• **Work to be completed**
In the entries below, tally the lines that contain the string "space", then state that number alone.

** Data under study follows **

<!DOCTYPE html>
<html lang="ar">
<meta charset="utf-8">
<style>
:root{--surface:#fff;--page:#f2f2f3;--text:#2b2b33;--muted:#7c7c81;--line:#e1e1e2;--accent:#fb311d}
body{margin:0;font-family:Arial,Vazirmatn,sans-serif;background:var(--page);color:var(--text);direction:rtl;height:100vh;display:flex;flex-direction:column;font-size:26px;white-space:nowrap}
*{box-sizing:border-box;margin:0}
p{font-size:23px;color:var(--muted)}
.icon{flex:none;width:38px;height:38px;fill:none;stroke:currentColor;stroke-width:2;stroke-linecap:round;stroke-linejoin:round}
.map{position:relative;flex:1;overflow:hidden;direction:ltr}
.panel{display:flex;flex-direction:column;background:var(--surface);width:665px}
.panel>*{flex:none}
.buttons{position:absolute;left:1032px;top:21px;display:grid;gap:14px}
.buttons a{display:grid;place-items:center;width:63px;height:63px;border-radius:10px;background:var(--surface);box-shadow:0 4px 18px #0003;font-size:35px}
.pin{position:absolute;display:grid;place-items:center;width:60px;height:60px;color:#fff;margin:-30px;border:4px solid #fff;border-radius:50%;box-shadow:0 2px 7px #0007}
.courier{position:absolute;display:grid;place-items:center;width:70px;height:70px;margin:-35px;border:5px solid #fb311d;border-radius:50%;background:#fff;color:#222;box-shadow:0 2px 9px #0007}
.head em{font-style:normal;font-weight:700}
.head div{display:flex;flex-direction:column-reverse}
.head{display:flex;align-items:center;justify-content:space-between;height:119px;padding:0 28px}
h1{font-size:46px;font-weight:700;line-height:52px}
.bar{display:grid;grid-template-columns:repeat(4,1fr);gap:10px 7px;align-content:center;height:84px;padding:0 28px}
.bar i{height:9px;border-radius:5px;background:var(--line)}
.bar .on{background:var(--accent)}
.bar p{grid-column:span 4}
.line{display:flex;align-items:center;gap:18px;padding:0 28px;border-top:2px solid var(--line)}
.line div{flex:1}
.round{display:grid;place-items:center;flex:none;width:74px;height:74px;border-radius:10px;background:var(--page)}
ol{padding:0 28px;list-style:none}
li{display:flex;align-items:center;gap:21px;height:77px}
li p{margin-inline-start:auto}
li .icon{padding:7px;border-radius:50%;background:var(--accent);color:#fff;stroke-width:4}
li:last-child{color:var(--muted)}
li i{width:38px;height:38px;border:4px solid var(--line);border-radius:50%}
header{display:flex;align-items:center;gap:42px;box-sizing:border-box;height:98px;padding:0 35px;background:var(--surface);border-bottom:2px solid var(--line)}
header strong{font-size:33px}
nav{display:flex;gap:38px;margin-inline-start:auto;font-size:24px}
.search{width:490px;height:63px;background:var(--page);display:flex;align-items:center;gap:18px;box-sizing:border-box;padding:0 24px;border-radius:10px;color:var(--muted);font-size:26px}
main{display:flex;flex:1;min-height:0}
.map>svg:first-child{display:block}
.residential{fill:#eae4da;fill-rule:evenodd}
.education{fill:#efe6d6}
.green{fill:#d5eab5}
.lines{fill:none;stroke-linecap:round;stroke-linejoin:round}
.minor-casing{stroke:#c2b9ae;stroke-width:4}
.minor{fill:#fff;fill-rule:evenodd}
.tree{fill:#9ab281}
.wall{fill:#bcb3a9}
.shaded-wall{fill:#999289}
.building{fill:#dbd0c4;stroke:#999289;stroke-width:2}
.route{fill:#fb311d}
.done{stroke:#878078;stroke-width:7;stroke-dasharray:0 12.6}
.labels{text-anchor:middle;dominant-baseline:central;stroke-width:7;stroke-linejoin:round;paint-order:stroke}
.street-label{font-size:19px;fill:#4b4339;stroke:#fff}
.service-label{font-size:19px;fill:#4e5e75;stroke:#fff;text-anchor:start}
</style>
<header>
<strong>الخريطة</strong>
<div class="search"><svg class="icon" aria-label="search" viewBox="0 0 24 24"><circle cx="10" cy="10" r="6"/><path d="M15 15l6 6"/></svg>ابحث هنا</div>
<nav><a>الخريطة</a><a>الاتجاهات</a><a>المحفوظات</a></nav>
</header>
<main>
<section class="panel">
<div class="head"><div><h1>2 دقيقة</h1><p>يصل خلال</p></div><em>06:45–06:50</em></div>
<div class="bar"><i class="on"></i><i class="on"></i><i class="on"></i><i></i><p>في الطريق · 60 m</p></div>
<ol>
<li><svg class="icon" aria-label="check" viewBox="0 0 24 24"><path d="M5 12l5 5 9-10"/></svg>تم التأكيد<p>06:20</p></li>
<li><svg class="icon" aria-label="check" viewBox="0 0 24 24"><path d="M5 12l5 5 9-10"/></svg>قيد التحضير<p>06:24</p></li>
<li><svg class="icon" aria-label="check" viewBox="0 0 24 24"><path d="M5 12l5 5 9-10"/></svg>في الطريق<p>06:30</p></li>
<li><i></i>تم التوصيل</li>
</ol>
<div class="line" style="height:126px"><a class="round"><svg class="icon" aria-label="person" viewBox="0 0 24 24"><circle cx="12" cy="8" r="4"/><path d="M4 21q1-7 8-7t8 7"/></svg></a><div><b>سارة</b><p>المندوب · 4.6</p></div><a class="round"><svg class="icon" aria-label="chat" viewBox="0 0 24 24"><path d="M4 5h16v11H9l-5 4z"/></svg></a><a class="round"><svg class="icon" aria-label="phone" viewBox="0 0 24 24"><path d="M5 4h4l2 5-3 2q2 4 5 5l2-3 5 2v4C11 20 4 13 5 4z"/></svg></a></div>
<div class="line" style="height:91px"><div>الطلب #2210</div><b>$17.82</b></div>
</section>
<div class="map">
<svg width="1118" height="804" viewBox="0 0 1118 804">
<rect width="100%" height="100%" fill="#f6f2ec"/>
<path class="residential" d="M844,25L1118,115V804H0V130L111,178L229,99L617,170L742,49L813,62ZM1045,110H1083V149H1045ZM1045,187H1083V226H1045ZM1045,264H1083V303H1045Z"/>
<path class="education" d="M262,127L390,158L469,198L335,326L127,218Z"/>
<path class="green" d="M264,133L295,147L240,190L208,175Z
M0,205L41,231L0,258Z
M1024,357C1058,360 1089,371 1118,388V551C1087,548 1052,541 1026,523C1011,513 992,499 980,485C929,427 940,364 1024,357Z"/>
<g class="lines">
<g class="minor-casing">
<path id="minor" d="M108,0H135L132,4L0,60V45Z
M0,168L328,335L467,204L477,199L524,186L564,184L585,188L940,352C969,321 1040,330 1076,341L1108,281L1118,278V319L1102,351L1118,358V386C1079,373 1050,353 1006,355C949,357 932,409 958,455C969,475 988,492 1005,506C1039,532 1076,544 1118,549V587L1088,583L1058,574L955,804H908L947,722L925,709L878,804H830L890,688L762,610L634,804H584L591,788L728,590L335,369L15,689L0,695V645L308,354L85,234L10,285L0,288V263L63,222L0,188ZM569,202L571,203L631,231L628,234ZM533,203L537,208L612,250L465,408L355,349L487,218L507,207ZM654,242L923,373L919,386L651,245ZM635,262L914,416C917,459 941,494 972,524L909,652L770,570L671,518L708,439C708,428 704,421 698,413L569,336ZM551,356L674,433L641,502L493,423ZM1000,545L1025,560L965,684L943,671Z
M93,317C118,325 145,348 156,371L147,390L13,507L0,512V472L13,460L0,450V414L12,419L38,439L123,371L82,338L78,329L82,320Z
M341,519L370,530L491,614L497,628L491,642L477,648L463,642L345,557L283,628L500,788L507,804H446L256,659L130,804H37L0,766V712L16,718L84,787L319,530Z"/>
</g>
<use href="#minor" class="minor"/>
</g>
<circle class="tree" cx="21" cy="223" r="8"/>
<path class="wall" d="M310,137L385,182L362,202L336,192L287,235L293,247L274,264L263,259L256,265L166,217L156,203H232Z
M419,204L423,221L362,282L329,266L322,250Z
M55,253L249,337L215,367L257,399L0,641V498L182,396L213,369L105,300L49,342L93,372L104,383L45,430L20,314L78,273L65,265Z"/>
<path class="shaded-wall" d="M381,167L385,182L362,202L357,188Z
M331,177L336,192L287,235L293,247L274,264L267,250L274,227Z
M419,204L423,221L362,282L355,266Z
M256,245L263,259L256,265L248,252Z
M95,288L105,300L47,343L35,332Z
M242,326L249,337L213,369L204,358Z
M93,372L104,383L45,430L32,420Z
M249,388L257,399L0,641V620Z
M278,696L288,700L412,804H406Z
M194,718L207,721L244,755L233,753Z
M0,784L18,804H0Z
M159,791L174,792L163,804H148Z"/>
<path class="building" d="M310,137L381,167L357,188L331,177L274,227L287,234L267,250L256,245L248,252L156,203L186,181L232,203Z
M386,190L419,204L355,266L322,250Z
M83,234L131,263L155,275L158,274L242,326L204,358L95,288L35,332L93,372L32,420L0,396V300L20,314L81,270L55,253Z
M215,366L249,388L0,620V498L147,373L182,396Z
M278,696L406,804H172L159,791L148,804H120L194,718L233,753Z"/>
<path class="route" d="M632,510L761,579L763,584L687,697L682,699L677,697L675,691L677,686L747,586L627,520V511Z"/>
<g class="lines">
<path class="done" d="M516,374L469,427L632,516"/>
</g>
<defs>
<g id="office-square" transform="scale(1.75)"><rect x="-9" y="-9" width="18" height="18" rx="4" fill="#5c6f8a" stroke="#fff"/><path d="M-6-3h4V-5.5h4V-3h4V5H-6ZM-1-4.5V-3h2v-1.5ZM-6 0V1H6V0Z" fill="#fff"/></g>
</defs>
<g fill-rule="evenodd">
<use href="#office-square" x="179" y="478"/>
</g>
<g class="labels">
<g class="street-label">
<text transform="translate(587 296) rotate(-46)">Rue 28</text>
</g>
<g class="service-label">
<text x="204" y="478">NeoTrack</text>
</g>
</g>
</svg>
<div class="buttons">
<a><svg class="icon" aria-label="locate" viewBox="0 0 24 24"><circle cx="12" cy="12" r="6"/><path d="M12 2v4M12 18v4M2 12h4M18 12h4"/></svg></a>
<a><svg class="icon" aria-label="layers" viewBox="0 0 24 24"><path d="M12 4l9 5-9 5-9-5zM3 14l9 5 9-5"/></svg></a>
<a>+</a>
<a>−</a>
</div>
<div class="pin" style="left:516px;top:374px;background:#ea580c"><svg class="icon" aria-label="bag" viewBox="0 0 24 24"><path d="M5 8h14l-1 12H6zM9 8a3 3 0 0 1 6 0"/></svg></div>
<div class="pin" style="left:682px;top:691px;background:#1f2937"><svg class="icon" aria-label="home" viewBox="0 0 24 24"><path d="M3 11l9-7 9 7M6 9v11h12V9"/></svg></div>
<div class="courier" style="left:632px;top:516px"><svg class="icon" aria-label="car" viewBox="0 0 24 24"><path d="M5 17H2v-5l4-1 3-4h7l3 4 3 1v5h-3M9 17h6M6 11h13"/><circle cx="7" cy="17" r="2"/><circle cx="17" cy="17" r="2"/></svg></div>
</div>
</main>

** End of Data under study **

• **Result of the task**
2